Für sie ist klar: Man muss die Entwicklung hin zu einem müllfreien Dasein auch als Prozess sehen, bei dem nicht immer alles von heute auf morgen geht. Ihre Empfehlung:

„Jeder muss da sein eigenes Tempo finden.” Bei ihr und ihrer Familie ging es zum Beispiel am Anfang ziemlich schnell. „Im ersten Jahr war das sehr euphorisch. Wir haben nicht damit gerechnet, dass das alles so gut hinhaut.” Deutschlandweit und auch in Europa gab es da ziemlich schnell mediale Beachtung, nur daheim in der Region waren sie anfangs noch eine Kuriosität. „Inzwischen sind wir für die Mitmenschen hier aber ganz normal”, sagt Stefanie Kießling, die in der örtlichen Bücherei ein Regal mit Zero-Waste-Literatur und -Medien etabliert hat. Zudem ist sie aktiv am Repair-Café in der Gemeinde beteiligt, und sie hält Vorträge zum Thema „Zero Waste” bei der VHS oder beim Gartenbauverein. So hilft sie anderen Leuten mit über den Müllberg. Auch die Tatsache, dass Zero Waste mehr ist, als nur Müll vermeiden, ist der Bruckmühlerin ebenfalls wichtig. „Der Begriff bedeutet auch, Null Verschwendung’.” Auf ihrer Homepage erklärt sie die sechs Regeln von Zero Waste. Es sind die sechs „R’s”: Refuse, Reduce, Reuse, Repair, Recycle, Rot. Auf deutsch: Vermeiden, reduzieren, wiederverwerten, reparieren, recyceln, kompostieren. Die Kießlings machen das, sie leben das. Und sie wollen, dass noch viel mehr Menschen das Thema in ihrem Bewusstsein nach vorne stellen. Für sie ist auch klar: Nicht jeder muss ab jetzt ein komplett müllfreies Leben führen. Oft reichen schon kleine Veränderungen, wie zum Beispiel besser geplante Einkäufe. Denn noch immer werfen wir viel zu viel weg – bei einem Privathaushalt sind das monatlich etwa 30 Prozent aller gekauften Lebensmittel.
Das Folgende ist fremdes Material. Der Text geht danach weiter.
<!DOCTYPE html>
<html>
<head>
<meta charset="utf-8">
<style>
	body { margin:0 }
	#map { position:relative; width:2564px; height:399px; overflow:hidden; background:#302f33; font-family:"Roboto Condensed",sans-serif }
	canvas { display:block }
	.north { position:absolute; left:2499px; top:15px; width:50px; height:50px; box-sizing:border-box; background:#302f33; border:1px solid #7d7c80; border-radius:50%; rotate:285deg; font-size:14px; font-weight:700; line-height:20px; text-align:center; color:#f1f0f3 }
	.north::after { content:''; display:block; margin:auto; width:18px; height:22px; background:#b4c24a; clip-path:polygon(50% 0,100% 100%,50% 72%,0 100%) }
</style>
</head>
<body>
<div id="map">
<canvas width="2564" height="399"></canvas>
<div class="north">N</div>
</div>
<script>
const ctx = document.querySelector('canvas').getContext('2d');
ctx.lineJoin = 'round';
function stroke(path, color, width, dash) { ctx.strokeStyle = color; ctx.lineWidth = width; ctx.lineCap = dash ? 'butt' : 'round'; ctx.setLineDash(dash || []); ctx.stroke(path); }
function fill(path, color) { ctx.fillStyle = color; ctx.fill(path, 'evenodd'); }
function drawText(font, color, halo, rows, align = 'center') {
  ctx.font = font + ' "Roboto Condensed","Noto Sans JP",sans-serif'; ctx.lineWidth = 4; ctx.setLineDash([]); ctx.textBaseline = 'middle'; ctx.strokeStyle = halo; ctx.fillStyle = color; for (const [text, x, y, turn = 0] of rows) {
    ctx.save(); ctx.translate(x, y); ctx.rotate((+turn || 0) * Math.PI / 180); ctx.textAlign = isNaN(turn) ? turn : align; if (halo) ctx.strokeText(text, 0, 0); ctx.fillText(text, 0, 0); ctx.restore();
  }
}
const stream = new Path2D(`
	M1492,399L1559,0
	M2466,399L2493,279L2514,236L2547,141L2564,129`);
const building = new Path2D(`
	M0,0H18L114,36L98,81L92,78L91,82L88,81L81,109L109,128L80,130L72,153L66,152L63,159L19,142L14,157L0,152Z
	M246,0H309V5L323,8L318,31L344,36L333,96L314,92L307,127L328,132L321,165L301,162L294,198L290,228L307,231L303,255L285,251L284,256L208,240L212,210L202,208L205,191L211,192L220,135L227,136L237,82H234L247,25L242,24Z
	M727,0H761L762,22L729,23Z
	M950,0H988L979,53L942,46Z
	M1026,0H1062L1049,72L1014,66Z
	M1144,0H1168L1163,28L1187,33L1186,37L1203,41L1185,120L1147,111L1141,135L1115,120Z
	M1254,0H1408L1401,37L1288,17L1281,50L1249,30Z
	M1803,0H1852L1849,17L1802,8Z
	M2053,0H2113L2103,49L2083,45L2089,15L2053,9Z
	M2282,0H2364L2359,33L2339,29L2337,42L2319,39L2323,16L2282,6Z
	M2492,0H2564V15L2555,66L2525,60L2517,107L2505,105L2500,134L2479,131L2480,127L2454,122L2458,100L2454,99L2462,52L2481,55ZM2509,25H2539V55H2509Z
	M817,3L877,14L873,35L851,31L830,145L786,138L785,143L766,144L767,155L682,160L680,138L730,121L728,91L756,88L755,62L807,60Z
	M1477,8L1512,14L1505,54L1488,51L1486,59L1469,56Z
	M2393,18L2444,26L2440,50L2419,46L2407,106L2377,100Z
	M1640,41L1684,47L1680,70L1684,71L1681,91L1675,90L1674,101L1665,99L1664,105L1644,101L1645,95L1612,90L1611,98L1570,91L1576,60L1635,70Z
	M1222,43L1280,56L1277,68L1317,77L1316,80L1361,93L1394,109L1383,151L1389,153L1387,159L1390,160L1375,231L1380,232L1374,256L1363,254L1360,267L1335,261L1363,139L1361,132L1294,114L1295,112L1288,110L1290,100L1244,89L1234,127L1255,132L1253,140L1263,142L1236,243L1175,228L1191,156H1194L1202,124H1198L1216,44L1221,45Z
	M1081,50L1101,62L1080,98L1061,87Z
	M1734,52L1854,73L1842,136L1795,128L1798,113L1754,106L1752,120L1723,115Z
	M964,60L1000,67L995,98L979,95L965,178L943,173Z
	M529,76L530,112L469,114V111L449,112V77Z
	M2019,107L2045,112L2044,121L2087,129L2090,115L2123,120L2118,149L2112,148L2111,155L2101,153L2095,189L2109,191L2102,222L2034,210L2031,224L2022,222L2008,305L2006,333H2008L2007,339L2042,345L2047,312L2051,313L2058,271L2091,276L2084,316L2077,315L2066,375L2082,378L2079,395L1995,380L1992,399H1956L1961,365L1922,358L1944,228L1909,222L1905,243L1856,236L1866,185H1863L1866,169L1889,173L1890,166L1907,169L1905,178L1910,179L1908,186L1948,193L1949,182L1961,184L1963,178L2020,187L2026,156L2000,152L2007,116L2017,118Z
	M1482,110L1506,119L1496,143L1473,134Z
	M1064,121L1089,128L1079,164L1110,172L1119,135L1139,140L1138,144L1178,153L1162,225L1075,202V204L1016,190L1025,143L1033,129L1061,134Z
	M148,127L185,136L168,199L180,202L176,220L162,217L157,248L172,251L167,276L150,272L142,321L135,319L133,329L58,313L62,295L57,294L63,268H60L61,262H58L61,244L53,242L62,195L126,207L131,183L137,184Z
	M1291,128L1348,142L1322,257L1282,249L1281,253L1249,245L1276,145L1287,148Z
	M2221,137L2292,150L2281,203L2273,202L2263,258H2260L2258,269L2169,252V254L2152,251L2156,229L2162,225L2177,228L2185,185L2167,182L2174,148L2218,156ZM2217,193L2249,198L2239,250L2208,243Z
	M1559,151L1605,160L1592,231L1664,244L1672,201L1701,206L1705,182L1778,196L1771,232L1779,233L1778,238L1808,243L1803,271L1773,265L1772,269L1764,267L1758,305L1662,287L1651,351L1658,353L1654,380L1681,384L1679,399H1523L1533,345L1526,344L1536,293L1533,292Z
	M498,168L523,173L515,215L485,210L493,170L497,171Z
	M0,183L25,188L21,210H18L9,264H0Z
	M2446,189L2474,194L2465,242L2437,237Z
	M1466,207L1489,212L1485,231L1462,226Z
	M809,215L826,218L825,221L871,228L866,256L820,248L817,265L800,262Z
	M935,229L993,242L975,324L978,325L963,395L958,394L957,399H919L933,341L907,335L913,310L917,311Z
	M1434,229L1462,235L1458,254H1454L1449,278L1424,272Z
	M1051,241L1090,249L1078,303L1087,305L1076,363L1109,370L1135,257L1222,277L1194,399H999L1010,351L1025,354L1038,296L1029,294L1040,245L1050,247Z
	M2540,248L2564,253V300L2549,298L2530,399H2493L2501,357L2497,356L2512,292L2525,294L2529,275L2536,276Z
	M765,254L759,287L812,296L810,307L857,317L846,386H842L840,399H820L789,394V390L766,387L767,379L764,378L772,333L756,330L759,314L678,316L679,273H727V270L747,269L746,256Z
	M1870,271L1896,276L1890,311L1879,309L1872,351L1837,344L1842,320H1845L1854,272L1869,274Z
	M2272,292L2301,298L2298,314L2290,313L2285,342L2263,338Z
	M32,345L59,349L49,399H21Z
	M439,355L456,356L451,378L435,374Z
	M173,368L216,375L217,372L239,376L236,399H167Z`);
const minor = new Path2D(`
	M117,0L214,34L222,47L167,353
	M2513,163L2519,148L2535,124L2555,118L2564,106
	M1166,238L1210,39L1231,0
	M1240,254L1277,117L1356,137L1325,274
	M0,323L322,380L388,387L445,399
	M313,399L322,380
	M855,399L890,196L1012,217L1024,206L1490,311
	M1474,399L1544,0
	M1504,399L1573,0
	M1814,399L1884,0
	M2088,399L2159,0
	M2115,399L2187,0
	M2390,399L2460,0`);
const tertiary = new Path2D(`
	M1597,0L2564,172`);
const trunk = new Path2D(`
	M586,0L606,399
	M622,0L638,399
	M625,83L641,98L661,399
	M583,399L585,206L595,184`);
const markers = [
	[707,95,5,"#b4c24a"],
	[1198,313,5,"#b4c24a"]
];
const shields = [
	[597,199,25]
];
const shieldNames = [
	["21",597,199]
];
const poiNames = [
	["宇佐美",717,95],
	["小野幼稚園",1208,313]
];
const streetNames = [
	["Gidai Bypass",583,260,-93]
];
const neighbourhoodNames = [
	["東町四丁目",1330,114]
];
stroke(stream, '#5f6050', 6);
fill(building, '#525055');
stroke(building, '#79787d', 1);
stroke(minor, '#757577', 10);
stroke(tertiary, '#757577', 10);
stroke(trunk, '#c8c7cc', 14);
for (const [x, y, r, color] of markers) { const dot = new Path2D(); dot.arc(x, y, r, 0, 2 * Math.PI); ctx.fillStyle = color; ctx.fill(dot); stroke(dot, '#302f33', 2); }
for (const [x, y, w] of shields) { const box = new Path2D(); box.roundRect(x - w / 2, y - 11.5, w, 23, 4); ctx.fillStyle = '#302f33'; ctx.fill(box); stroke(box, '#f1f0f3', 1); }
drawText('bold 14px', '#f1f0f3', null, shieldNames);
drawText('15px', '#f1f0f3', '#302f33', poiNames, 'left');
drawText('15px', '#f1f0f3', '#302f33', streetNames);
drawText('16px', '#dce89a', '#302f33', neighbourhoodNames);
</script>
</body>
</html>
Doch angesichts gigantischer Müllberge, die weltweit anfallen und ihrer katastrophalen Auswirkungen auf die Umwelt, ist ein Umdenken bei jedem Einzelnen dringend erforderlich. Stefanie Kießling rechnet vor: „In Deutschland ist der jährliche Müllberg so hoch wie Norddeutschlands höchster Berg, der 1.141 Meter hohe Brocken. Pro Kopf ist das eine halbe Tonne Müll pro Jahr, eine vierköpfige Familie hinterlässt 13 Kilogramm Müll pro Woche – ohne Elektroschrott und Altkleider. Doch es ist unsere Aufgabe, nachhaltig zu leben und den nächsten Generationen nicht einen Berg an Müll und Giftstoffen zu hinterlassen.”

Ohne Plastik drumrum: Stefanie Kießling kauft ihre Lebensmittel bevorzugt in „Unverpackt-Läden.



„Jeder muss in Sachen Zero Waste sein eigenes Tempo finden.”